How does GlassFish know how to respond to the Java Web Start URLs?

If you have used or read about the new Java Web Start support for app clients in GlassFish, then you know about the URLs you use to launch app clients via Java Web Start. You know that the app server provides defaults for the URL paths for each app client, and that developers can override those defaults in the runtime deployment descriptor for the app client. Those URLs specify regular http requests, which you might (correctly) expect are handled by the web container in the app server.

But how? The application you built and deployed contains no web component to respond to such requests.

ad hoc Servlets

The answer is that the Java Web Start support uses a new enhancement to the web container known as the ad hoc servlet mechanism. Jan Luehe has blogged about this and he describes very nicely how this works from the web container's perspective. Briefly, this feature provides an API that allows the app server to create servlets in the web container at runtime, without a developer building a web app or an administrator deploying one. Servlets created this way can also be removed using calls to the API. This ability is an absolute necessity for Java Web Start support. This blog gives a quick look at how the Java Web Start support uses this feature.

How does the Java Web Start support use ad hoc servlets?

When you deploy an application that is an app client or contains one, the app server checks to see if the developer wants the app client to be eligible for Java Web Start support. If so, the app server then checks to see if the developer specified a URL path to be used to access the app client. Both of these optional settings are in the runtime deployment descriptor (sun-application-client.xml) for the app client. Unless you specify otherwise, the app server marks all app clients eligible for Java Web Start support and builds default URL paths for each.

Now that it has either your specified URL path or the default one, the app server needs to ask the web container to respond to that path and route requests for that URL to a Java Web Start support system servlet – one that GlassFish provides automatically as part of the app server. (Just to be clear, this servlet is part of GlassFish, not part of the Java Web Start technology itself that is part of Java SE.) The app server does this by using the ad hoc registration API that com.sun.enterprise.web.WebContainer provides. From that point on, the web container will route requests addressed to the Java Web Start path for the app client to the Java Web Start support system servlet.
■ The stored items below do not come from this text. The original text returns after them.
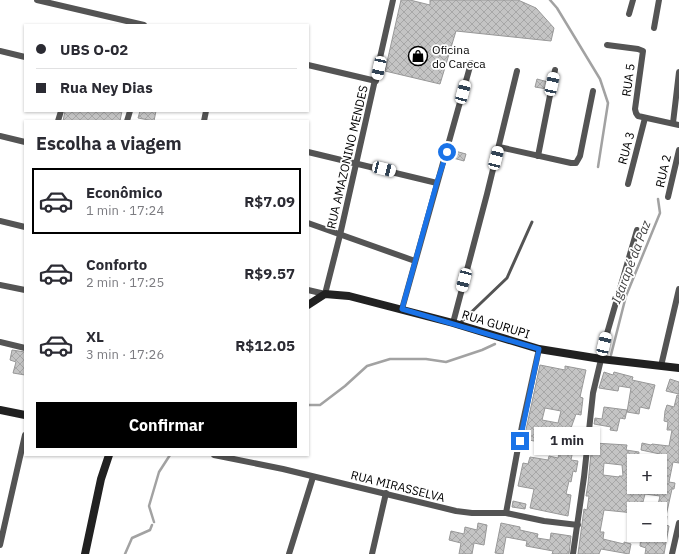 <!DOCTYPE html>
<html lang="pt">
<head>
<meta charset="utf-8">
<style>
  :root { --surface:#fff; --page:#f7f7f7; --text:#2b2b33; --muted:#7c7c81; --line:#e1e1e2; --accent:#000 }
  body { margin:0; font-family:"IBM Plex Sans",sans-serif; background:var(--page); color:var(--text); height:100vh; display:flex; flex-direction:column; font-size:15px; white-space:nowrap }
  * { box-sizing:border-box; margin:0 }
  p { font-size:13px; color:var(--muted) }
  .icon { flex:none; width:22px; height:22px; fill:none; stroke:currentColor; stroke-width:2; stroke-linecap:round; stroke-linejoin:round }
  .map { position:relative; flex:1; overflow:hidden }
  .side { position:absolute; left:24px; top:120px; width:285px; height:336px; display:flex; flex-direction:column; background:var(--surface); border-radius:0px; box-shadow:0 1px 3px #0004 }
  .side>* { flex:none }
  .banner { position:absolute; left:24px; top:24px; width:285px; height:88px; border-radius:0px; box-shadow:0 1px 3px #0004; display:grid; align-content:center; height:88px; padding:0 12px; background:var(--surface) }
  .buttons { position:absolute; left:627px; top:454px; display:grid; gap:8px }
  .buttons a { display:grid; place-items:center; width:40px; height:40px; border-radius:0px; background:var(--surface); box-shadow:0 1px 3px #0004; font-size:20px }
  .end { position:absolute; width:18px; height:18px; margin:-9px; border:5px solid #1a73e8; background:#fff; box-shadow:0 0 0 2px #fff }
  .from { border-radius:50% }
  .bubble { position:absolute; height:28px; border-radius:0px; background:var(--surface); box-shadow:0 1px 3px #0004; font-size:13px; font-weight:700; line-height:28px; text-align:center }
  .car { position:absolute; width:12px; height:24px; margin:-12px -6px; border-radius:5px; box-shadow:0 0 3px 1px #0007; background:linear-gradient(#fff 24%,#345 0 40%,#fff 0 76%,#345 0 86%,#fff 0) }
  .banner b { display:flex; align-items:center; gap:14px; height:38px; font-size:15px }
  .banner b+b { border-top:1px solid var(--line) }
  .banner i { width:10px; height:10px; background:var(--text) }
  ul { padding:0; list-style:none }
  li { display:flex; align-items:center; gap:12px; height:66px; margin:0 8px 6px; padding:0 4px; border:2px solid transparent; border-radius:0px }
  li div { flex:1 }
  li b { display:block; font-size:15px }
  li em { font-style:normal; font-weight:700 }
  li.on { border-color:var(--accent) }
  li>.icon { width:36px; height:36px; stroke-width:1.5 }
  h2 { padding:0 12px; font-size:18px; line-height:48px }
  .cta { display:flex; gap:8px; margin-top:auto; padding:8px 12px }
  .cta a { flex:1; height:46px; border-radius:0px; background:var(--accent); color:#fff; font-size:16px; font-weight:700; line-height:46px; text-align:center }
  .map>svg:first-child { display:block }
  .lines { fill:none; stroke-linecap:round; stroke-linejoin:round }
  .stream { stroke:#a2a2a2; stroke-width:2.5 }
  .building { fill:url(#building-cross-hatch); stroke:#989898; fill-rule:evenodd }
  .lane { stroke:#545454; stroke-width:3 }
  .street { stroke:#545454; stroke-width:6 }
  .secondary { stroke:#212121; stroke-width:8 }
  .route { stroke:#1a73e8; stroke-width:5 }
  .labels { text-anchor:middle; dominant-baseline:central; stroke-width:3.5; stroke-linejoin:round; paint-order:stroke }
  .poi-label { font-size:12px; fill:#000; stroke:#fff; text-anchor:start }
  .street-label { font-size:12px; fill:#000; stroke:#fff }
  .water-label { font-size:13px; font-style:italic; fill:#434343; stroke:#fff }
</style>
</head>
<body>
<div class="map">
<svg width="679" height="554" viewBox="0 0 679 554">
  <defs>
    <pattern id="building-cross-hatch" width="8" height="8" patternUnits="userSpaceOnUse"><rect width="8" height="8" fill="#c4c4c4"/><path d="M0 0l8 8M0 8l8-8" fill="none" stroke="#a7a7a7"/></pattern>
  </defs>
  <rect width="100%" height="100%" fill="#fff"/>
  <g class="lines">
    <!-- stream -->
    <g class="stream">
      <polyline points="550,0 557,8 600,79 608,103 598,167"/>
      <polyline points="611,355 626,296 660,213 658,199"/>
      <polyline points="308,405 320,405 345,386 367,366 390,359 426,359 446,362 482,350 495,344"/>
      <polyline points="154,522 149,506 159,472 170,455"/>
      <polyline points="125,554 132,538 150,530 152,525"/>
    </g>
  </g>
  <!-- building -->
  <g class="building">
    <polygon points="401,0 410,0 430,5 430,0 518,0 536,8 554,28 551,41 456,31 440,84 385,71"/>
    <polygon points="537,79 548,82 547,89 535,87"/>
    <polygon points="65,111 122,111 120,121 63,121"/>
    <polygon points="140,111 156,111 154,121 138,118"/>
    <polygon points="455,151 466,154 464,161 453,158"/>
    <polygon points="12,350 25,352 25,375 13,373 16,362 10,360"/>
    <path d="M 540,365 L 565,370 L 565,366 L 586,370 L 580,397 L 583,398 L 581,415 L 576,414 L 571,428 L 578,429 L 576,437 L 573,436 L 570,450 L 573,450 L 571,460 L 578,461 L 576,472 L 573,471 L 571,482 L 569,481 L 566,494 L 571,495 L 568,516 L 530,508 L 534,489 L 518,486 L 523,463 L 528,464 L 530,457 L 548,460 L 549,456 L 558,458 L 561,445 L 540,440 L 539,442 L 524,439 ZM 545,408 L 561,411 L 558,423 L 542,420 Z"/>
    <polygon points="604,372 613,375 614,372 633,377 632,380 655,385 649,409 640,407 639,414 627,412 631,388 619,386 618,391 599,388"/>
    <polygon points="670,379 679,382 679,394 666,391"/>
    <path d="M 677,395 L 679,395 L 679,463 L 673,462 L 669,482 L 675,483 L 674,489 L 672,489 L 666,516 L 667,516 L 666,525 L 669,526 L 664,554 L 645,554 L 646,548 L 640,546 L 641,535 L 660,535 L 660,509 L 657,509 L 660,496 L 645,494 L 643,502 L 641,501 L 640,509 L 634,509 L 634,513 L 604,510 L 600,532 L 604,532 L 603,539 L 624,544 L 624,542 L 631,544 L 629,554 L 601,549 L 599,554 L 578,554 L 584,509 L 587,510 L 589,496 L 586,496 L 588,484 L 591,453 L 593,454 L 594,443 L 627,445 L 626,450 L 639,452 L 638,461 L 634,461 L 634,487 L 641,487 L 656,490 L 657,489 L 660,489 L 660,454 L 641,450 L 642,443 L 651,445 L 652,444 L 669,446 L 672,430 L 667,430 L 668,422 L 664,421 L 665,411 L 667,405 L 674,407 ZM 604,463 L 622,465 L 623,476 L 619,476 L 619,477 L 603,475 Z"/>
    <polygon points="604,407 627,410 625,419 620,418 617,431 610,430 611,427 594,424 595,418 602,419"/>
    <polygon points="513,501 526,504 525,509 512,507"/>
    <polygon points="478,523 487,525 484,545 474,543 472,554 459,554 461,543 449,540 451,531 464,534 465,527 477,530"/>
    <polygon points="501,523 520,527 520,530 538,534 537,538 550,540 551,533 571,536 569,554 552,554 553,551 526,546 527,541 506,537 503,554 495,553"/>
  </g>
  <g class="lines">
    <!-- lane -->
    <polyline class="lane" points="460,323 507,278 532,222"/>
    <!-- street -->
    <g class="street">
      <polyline points="37,0 144,25"/>
      <polyline points="629,14 633,0"/>
      <polyline points="654,28 659,0"/>
      <polyline points="607,45 638,49 643,51 635,109 636,113 638,116 679,125"/>
      <polyline points="0,51 25,57"/>
      <polyline points="308,65 376,81"/>
      <polyline points="58,121 61,111"/>
      <polyline points="127,121 130,111"/>
      <polyline points="204,121 206,111"/>
      <polyline points="673,123 679,72"/>
      <polyline points="0,136 25,142"/>
      <polyline points="499,147 571,163 576,163 580,156 593,91"/>
      <polyline points="308,152 437,183"/>
      <polyline points="538,156 555,70"/>
      <polyline points="628,184 645,118"/>
      <polyline points="668,197 679,150"/>
      <polyline points="0,221 25,227"/>
      <polyline points="308,223 415,261"/>
      <polyline points="0,285 25,290"/>
      <polyline points="308,290 325,294 340,235 393,0"/>
      <polyline points="402,309 471,63"/>
      <polyline points="453,323 487,194 517,71"/>
      <polyline points="0,342 25,348"/>
      <polyline points="661,366 679,289"/>
      <polyline points="214,455 283,469 456,511 472,513 506,513 544,521 578,525"/>
      <polyline points="506,513 522,426 539,349"/>
      <polyline points="0,545 25,435"/>
      <polyline points="289,554 313,477"/>
      <polyline points="372,554 386,493"/>
      <polyline points="573,554 584,477 593,393 608,330 637,230"/>
      <polyline points="672,554 679,523"/>
    </g>
    <!-- secondary -->
    <g class="secondary">
      <polyline points="308,305 325,294 349,296 453,323 539,349 601,359 679,368"/>
      <polyline points="0,410 25,415"/>
      <polyline points="85,554 101,479 109,455"/>
    </g>
  </g>
  <g class="lines">
    <!-- route -->
    <polyline class="route" points="447,152 437,182 402,309 539,349 520,441"/>
  </g>
  <!-- icons -->
  <defs>
    <symbol id="shop-ring" viewBox="-11 -11 22 22"><circle r="9.5" fill="#fff" stroke="#000" stroke-width="1.5"/><path d="M-5-2.5h2.3a2.7 3.5 0 0 1 5.4 0H5L5.5 6h-11ZM-1.5-2.5h3a1.5 2.3 0 0 0-3 0Z" fill="#000"/></symbol>
  </defs>
  <g fill-rule="evenodd">
    <use href="#shop-ring" x="407" y="45" width="22" height="22"/>
  </g>
  <g class="labels">
    <!-- poi labels -->
    <g class="poi-label">
      <text x="432" y="49">Oficina<tspan x="432" dy="14">do Careca</tspan></text>
    </g>
    <!-- street labels -->
    <g class="street-label">
      <text transform="translate(628 80) rotate(-82)">RUA 5</text>
      <text transform="translate(626 148) rotate(-75)">RUA 3</text>
      <text transform="translate(347 157) rotate(-77)">RUA AMAZONINO MENDES</text>
      <text transform="translate(663 171) rotate(-77)">RUA 2</text>
      <text transform="translate(496 324) rotate(17)">RUA GURUPI</text>
      <text transform="translate(398 486) rotate(14)">RUA MIRASSELVA</text>
    </g>
    <!-- water labels -->
    <g class="water-label">
      <text transform="translate(631 262) rotate(-69)">Igarapé da Paz</text>
    </g>
  </g>
</svg>
<div class="buttons">
<a>+</a>
<a>−</a>
</div>
<i class="end from" style="left:447px;top:152px"></i>
<i class="end" style="left:520px;top:441px"></i>
<div class="bubble" style="left:534px;top:427px;width:66px">1 min</div>
<i class="car" style="left:379px;top:68px;rotate:192deg"></i>
<i class="car" style="left:552px;top:84px;rotate:12deg"></i>
<i class="car" style="left:463px;top:92px;rotate:15deg"></i>
<i class="car" style="left:496px;top:158px;rotate:14deg"></i>
<i class="car" style="left:384px;top:169px;rotate:104deg"></i>
<i class="car" style="left:464px;top:280px;rotate:195deg"></i>
<i class="car" style="left:604px;top:344px;rotate:13deg"></i>
<div class="banner">
<b><i class="from"></i>UBS O-02</b>
<b><i></i>Rua Ney Dias</b>
</div>
<section class="side">
<h2>Escolha a viagem</h2>
<ul>
<li class="on"><svg class="icon" aria-label="car" viewBox="0 0 24 24"><path d="M5 17H2v-5l4-1 3-4h7l3 4 3 1v5h-3M9 17h6M6 11h13"/><circle cx="7" cy="17" r="2"/><circle cx="17" cy="17" r="2"/></svg><div><b>Econômico</b><p>1 min · 17:24</p></div><em>R$7.09</em></li>
<li><svg class="icon" aria-label="car" viewBox="0 0 24 24"><path d="M5 17H2v-5l4-1 3-4h7l3 4 3 1v5h-3M9 17h6M6 11h13"/><circle cx="7" cy="17" r="2"/><circle cx="17" cy="17" r="2"/></svg><div><b>Conforto</b><p>2 min · 17:25</p></div><em>R$9.57</em></li>
<li><svg class="icon" aria-label="car" viewBox="0 0 24 24"><path d="M5 17H2v-5l4-1 3-4h7l3 4 3 1v5h-3M9 17h6M6 11h13"/><circle cx="7" cy="17" r="2"/><circle cx="17" cy="17" r="2"/></svg><div><b>XL</b><p>3 min · 17:26</p></div><em>R$12.05</em></li>
</ul>
<div class="cta"><a>Confirmar</a></div>
</section>
</div>
</body>
</html>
This app server registers the URL path when you deploy an app client or when the app server starts up and initializes a previously-deployed app client. Similarly when you shut down the app server or undeploy an app client, the app server uses the ad hoc registration API to unregister the path for that app client. By asking the web container to unregister the app client's path, we break the connection between that path and the app client. From then on, requests to that URL will follow the normal web container processing which will typically result in a 404 error because the web container will no longer recognize that URL as one that it should respond to.

“Why do I need to know this?”

The good news is that you don't need to know any of this to use the Java Web Start support for app clients in GlassFish. Perhaps the even better news is that this feature of the web container is generic and is already being used not only for Java Web Start support for also for web services support. Jan's blog tells more about that and about the inner workings of the ad hoc mechanism itself. But we thought some people might be interested in learning how this actually works behind the scenes.